> **How to complete this task**:
Without any pictures, print exactly the lines that run from the start of the data through the line containing "0 4px,transparent 0".

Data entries
══════════

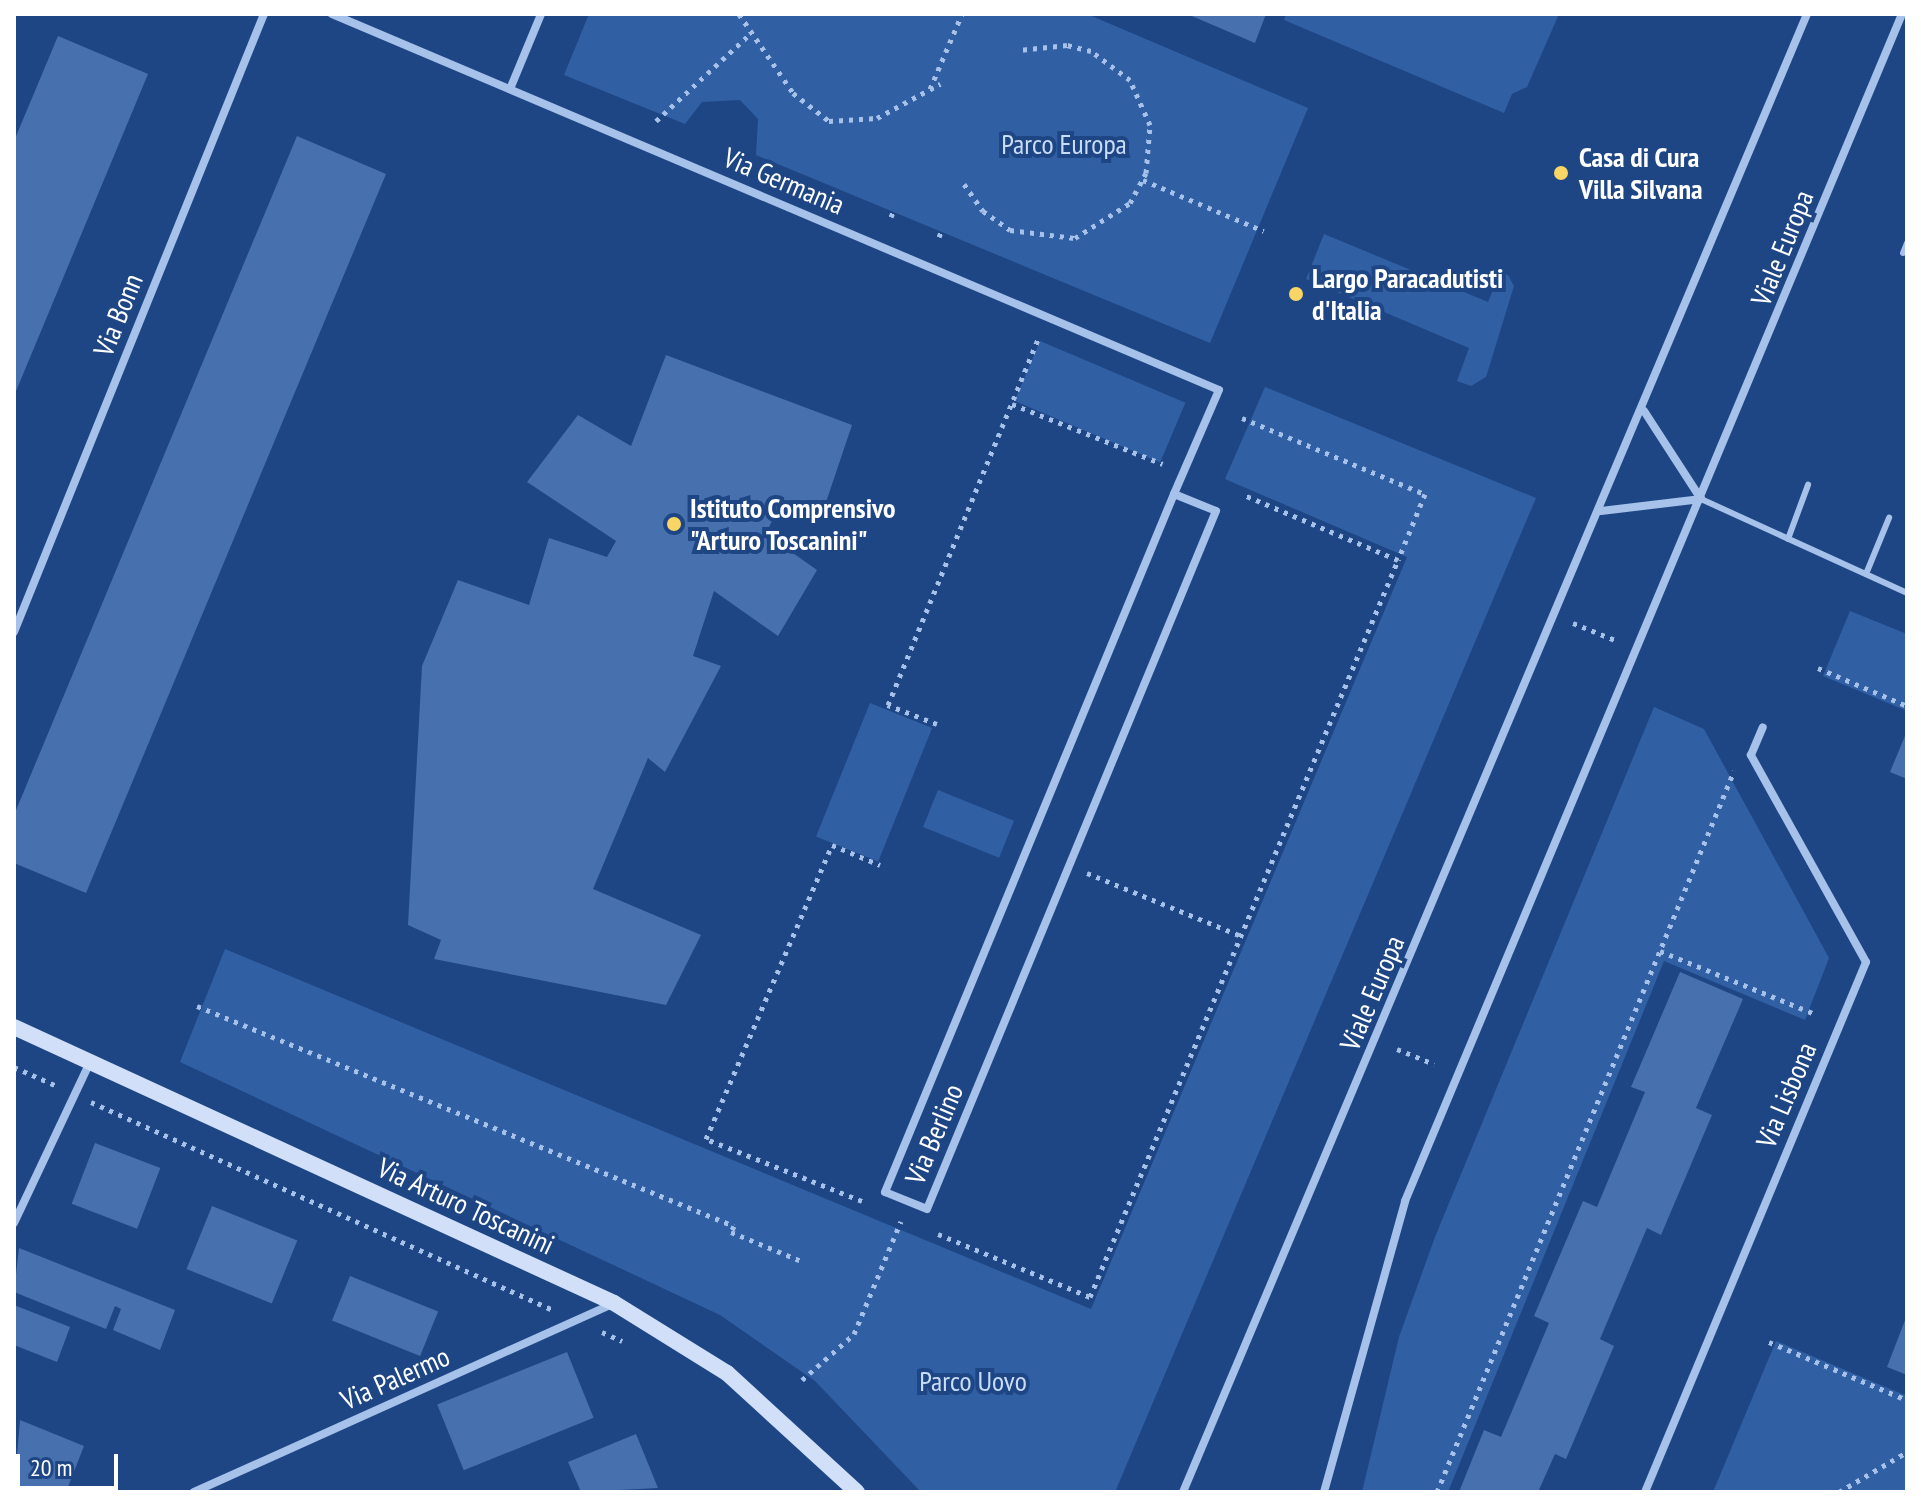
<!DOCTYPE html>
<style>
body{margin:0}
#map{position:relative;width:1921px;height:1506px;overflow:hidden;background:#1e4685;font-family:"PT Sans Narrow",sans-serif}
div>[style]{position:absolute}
.green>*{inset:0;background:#315fa3;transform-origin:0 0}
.building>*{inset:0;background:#4670ae;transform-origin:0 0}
.path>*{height:5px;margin-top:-2.5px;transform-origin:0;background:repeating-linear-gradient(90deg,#a6c1ea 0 4px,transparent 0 10px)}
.lane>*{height:6px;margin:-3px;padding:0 3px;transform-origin:3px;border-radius:3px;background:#a6c1ea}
.street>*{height:8px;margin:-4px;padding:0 4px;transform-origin:4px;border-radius:4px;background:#a6c1ea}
.secondary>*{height:16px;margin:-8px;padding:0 8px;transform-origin:8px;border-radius:8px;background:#d1e0f8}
.dots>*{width:22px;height:22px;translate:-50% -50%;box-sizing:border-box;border:4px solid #1e4685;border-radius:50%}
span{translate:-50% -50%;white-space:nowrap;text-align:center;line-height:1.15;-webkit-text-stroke:8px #1e4685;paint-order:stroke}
.park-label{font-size:28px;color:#caddf8}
.poi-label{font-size:28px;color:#fff;font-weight:700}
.left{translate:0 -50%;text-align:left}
.street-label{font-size:28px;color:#fff}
.frame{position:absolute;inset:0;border:16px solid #fff;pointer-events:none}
.scale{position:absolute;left:16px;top:1454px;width:102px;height:36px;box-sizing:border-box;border:4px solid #fff;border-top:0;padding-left:10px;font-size:24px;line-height:28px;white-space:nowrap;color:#fff;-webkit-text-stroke:6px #1e4685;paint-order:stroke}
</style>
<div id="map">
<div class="green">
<i style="clip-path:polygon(589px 14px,1087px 14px,1308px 108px,1210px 343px,756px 155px,758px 119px,740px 100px,702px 102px,685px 124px,564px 75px)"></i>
<i style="clip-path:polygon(1286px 14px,1559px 14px,1527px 87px,1512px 94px,1504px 113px,1284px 20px)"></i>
<i style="clip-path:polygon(1324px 234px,1488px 302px,1500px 273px,1508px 275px,1514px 286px,1486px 377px,1471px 386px,1457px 381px,1469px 348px,1306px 279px)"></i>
<i style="left:1040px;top:341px;width:158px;height:65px;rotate:23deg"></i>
<i style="clip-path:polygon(1265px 387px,1536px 498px,1115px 1492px,921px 1492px,815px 1381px,720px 1315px,180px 1062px,225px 949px,1091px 1309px,1407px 557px,1225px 479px)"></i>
<i style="clip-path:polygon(1850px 611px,1907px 634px,1907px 711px,1823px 676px)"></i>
<i style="left:870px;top:703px;width:67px;height:144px;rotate:22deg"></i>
<i style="clip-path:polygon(1654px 707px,1704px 729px,1829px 958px,1805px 1020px,1664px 961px,1448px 1492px,1362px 1492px,1399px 1337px,1435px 1237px)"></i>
<i style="left:938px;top:790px;width:82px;height:40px;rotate:22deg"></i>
<i style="clip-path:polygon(1776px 1341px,1907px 1396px,1907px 1492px,1713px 1492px)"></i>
</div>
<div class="building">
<i style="clip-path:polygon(1187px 14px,1266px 14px,1255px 43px)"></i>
<i style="clip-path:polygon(58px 36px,148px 74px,14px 396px,14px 141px)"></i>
<i style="clip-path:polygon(297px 136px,386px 174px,86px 893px,14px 863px,14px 815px)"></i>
<i style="clip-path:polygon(666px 355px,852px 425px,820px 520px,782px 499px,766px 534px,817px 570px,778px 636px,714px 591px,693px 656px,721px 666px,665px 772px,648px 758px,593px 889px,701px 935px,666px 1005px,434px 959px,441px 940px,408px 925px,422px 666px,458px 580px,529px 605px,549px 538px,607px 557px,616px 541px,527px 482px,578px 415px,631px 446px)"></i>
<i style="clip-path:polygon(1907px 731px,1907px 779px,1890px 772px)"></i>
<i style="clip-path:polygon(1680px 972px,1743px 999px,1696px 1108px,1712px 1115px,1661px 1235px,1647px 1228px,1600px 1339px,1614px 1346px,1566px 1459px,1555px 1454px,1538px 1492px,1459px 1492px,1484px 1430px,1501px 1437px,1549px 1323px,1534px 1316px,1583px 1201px,1597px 1207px,1645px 1092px,1631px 1087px)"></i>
<i style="left:95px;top:1143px;width:70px;height:65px;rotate:21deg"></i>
<i style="left:212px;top:1206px;width:92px;height:68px;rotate:22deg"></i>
<i style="clip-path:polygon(19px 1248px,175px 1310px,160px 1350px,113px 1330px,121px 1309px,115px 1306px,106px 1329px,14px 1292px)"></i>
<i style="left:350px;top:1276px;width:95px;height:48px;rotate:22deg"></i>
<i style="clip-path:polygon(14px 1305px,70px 1327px,57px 1362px,14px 1345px)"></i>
<i style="clip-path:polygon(1907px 1315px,1907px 1375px,1887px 1367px)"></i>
<i style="left:567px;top:1352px;width:71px;height:140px;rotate:68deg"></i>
<i style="clip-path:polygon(20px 1420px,84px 1446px,66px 1492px,14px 1492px)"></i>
<i style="clip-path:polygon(636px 1434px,658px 1488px,581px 1492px,568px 1462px)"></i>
</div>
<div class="path">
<i style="left:739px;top:14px;width:96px;rotate:55.6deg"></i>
<i style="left:793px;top:93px;width:46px;rotate:37.9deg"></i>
<i style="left:829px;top:121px;width:48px;rotate:-3.6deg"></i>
<i style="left:877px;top:118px;width:72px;rotate:-28.4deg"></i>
<i style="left:930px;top:89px;width:82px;rotate:-66.9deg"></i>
<i style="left:656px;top:121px;width:127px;rotate:-42.8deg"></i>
<i style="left:1143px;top:180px;width:131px;rotate:22.9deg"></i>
<i style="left:964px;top:184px;width:33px;rotate:55deg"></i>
<i style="left:983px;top:211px;width:33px;rotate:35deg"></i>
<i style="left:1010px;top:230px;width:65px;rotate:7deg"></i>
<i style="left:1075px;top:238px;width:65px;rotate:-32.5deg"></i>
<i style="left:1130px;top:203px;width:34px;rotate:-62deg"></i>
<i style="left:1146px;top:173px;width:48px;rotate:-85.2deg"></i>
<i style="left:1150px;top:125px;width:49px;rotate:-114deg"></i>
<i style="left:1130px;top:80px;width:49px;rotate:-143.4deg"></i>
<i style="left:1091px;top:51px;width:25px;rotate:-166deg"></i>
<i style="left:1067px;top:45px;width:48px;rotate:174.1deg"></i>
<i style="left:891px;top:217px;width:8px;rotate:-67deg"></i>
<i style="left:939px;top:237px;width:8px;rotate:-67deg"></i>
<i style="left:1012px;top:404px;width:162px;rotate:21.7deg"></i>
<i style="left:1242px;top:418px;width:198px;rotate:22.6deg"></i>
<i style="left:1425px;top:494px;width:71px;rotate:112.2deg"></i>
<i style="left:1573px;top:623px;width:45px;rotate:22deg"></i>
<i style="left:1818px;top:668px;width:97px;rotate:23.1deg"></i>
<i style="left:937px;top:724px;width:53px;rotate:-158.8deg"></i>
<i style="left:888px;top:705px;width:398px;rotate:-67.7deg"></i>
<i style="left:1087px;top:873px;width:166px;rotate:22.2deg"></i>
<i style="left:1660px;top:951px;width:167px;rotate:22.1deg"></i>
<i style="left:197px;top:1006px;width:580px;rotate:22.28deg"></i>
<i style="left:734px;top:1226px;width:7px;rotate:117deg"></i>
<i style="left:731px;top:1232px;width:74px;rotate:22.4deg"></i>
<i style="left:1397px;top:1049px;width:40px;rotate:22deg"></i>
<i style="left:14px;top:1067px;width:47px;rotate:23.8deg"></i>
<i style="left:91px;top:1102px;width:507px;rotate:24.24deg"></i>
<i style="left:862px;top:1201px;width:168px;rotate:-158.3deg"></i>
<i style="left:706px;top:1139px;width:320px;rotate:-66.8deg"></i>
<i style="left:832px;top:845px;width:52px;rotate:22.6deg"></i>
<i style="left:938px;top:1234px;width:165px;rotate:22.5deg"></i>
<i style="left:1090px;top:1297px;width:799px;rotate:-67.32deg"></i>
<i style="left:1398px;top:560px;width:167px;rotate:-157.1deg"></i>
<i style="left:602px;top:1332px;width:22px;rotate:24deg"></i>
<i style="left:1769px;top:1342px;width:150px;rotate:22.8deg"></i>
<i style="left:802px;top:1380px;width:69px;rotate:-41.5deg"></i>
<i style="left:854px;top:1334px;width:122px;rotate:-67.4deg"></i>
<i style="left:1437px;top:1492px;width:780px;rotate:-67.61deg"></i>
<i style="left:1839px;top:1492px;width:79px;rotate:-30.5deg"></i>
</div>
<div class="lane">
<i style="left:1903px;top:253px;width:11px;rotate:-68deg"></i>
<i style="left:1701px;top:499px;width:226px;rotate:24.5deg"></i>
<i style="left:1788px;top:539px;width:58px;rotate:-69.7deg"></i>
<i style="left:1866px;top:574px;width:61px;rotate:-67.7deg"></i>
</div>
<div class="street">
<i style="left:332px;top:14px;width:963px;rotate:22.97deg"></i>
<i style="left:1219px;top:390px;width:113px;rotate:113.4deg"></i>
<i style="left:510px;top:89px;width:81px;rotate:-67.5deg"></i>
<i style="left:1174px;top:494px;width:45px;rotate:22deg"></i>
<i style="left:1216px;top:511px;width:755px;rotate:112.49deg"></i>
<i style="left:927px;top:1209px;width:45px;rotate:-158deg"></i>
<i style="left:885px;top:1192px;width:755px;rotate:-67.51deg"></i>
<i style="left:1601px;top:511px;width:101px;rotate:-6.8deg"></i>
<i style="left:1701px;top:499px;width:105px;rotate:-122.9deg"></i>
<i style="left:14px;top:632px;width:667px;rotate:-67.98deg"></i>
<i style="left:14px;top:1223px;width:178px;rotate:-64.7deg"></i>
<i style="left:194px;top:1492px;width:459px;rotate:-24.2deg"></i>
<i style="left:1183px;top:1492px;width:1604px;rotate:-67.11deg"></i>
<i style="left:1324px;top:1492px;width:302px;rotate:-74.4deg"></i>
<i style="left:1405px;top:1201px;width:1287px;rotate:-67.28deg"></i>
<i style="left:1645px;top:1492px;width:574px;rotate:-67.36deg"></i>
<i style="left:1866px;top:962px;width:237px;rotate:-119.1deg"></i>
<i style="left:1751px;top:755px;width:30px;rotate:-67deg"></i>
</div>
<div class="secondary">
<i style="left:14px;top:1027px;width:660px;rotate:24.7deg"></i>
<i style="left:614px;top:1303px;width:133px;rotate:31.8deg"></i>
<i style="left:727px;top:1373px;width:176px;rotate:42.5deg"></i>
</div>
<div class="dots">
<i style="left:1561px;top:173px;background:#f9d565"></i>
<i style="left:1296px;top:294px;background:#f9d565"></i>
<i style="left:674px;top:524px;background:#f9d565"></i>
</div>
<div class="park-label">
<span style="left:1064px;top:144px">Parco Europa</span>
<span style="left:973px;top:1381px">Parco Uovo</span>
</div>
<div class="poi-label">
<span class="left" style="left:1579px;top:173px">Casa di Cura<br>Villa Silvana</span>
<span class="left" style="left:1312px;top:294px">Largo Paracadutisti<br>d'Italia</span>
<span class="left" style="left:690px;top:524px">Istituto Comprensivo<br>"Arturo Toscanini"</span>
</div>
<div class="street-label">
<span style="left:784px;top:181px;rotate:23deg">Via Germania</span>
<span style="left:1782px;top:248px;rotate:-68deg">Viale Europa</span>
<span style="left:118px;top:315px;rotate:-68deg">Via Bonn</span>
<span style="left:1372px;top:993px;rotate:-67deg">Viale Europa</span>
<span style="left:1786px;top:1095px;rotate:-67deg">Via Lisbona</span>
<span style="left:934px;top:1134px;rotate:-67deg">Via Berlino</span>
<span style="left:466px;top:1206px;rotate:25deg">Via Arturo Toscanini</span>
<span style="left:395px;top:1378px;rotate:-24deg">Via Palermo</span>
</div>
<div class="frame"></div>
<div class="scale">20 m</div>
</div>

══════════

> **Solution to the exercise**:
<!DOCTYPE html>
<style>
body{margin:0}
#map{position:relative;width:1921px;height:1506px;overflow:hidden;background:#1e4685;font-family:"PT Sans Narrow",sans-serif}
div>[style]{position:absolute}
.green>*{inset:0;background:#315fa3;transform-origin:0 0}
.building>*{inset:0;background:#4670ae;transform-origin:0 0}
.path>*{height:5px;margin-top:-2.5px;transform-origin:0;background:repeating-linear-gradient(90deg,#a6c1ea 0 4px,transparent 0 10px)}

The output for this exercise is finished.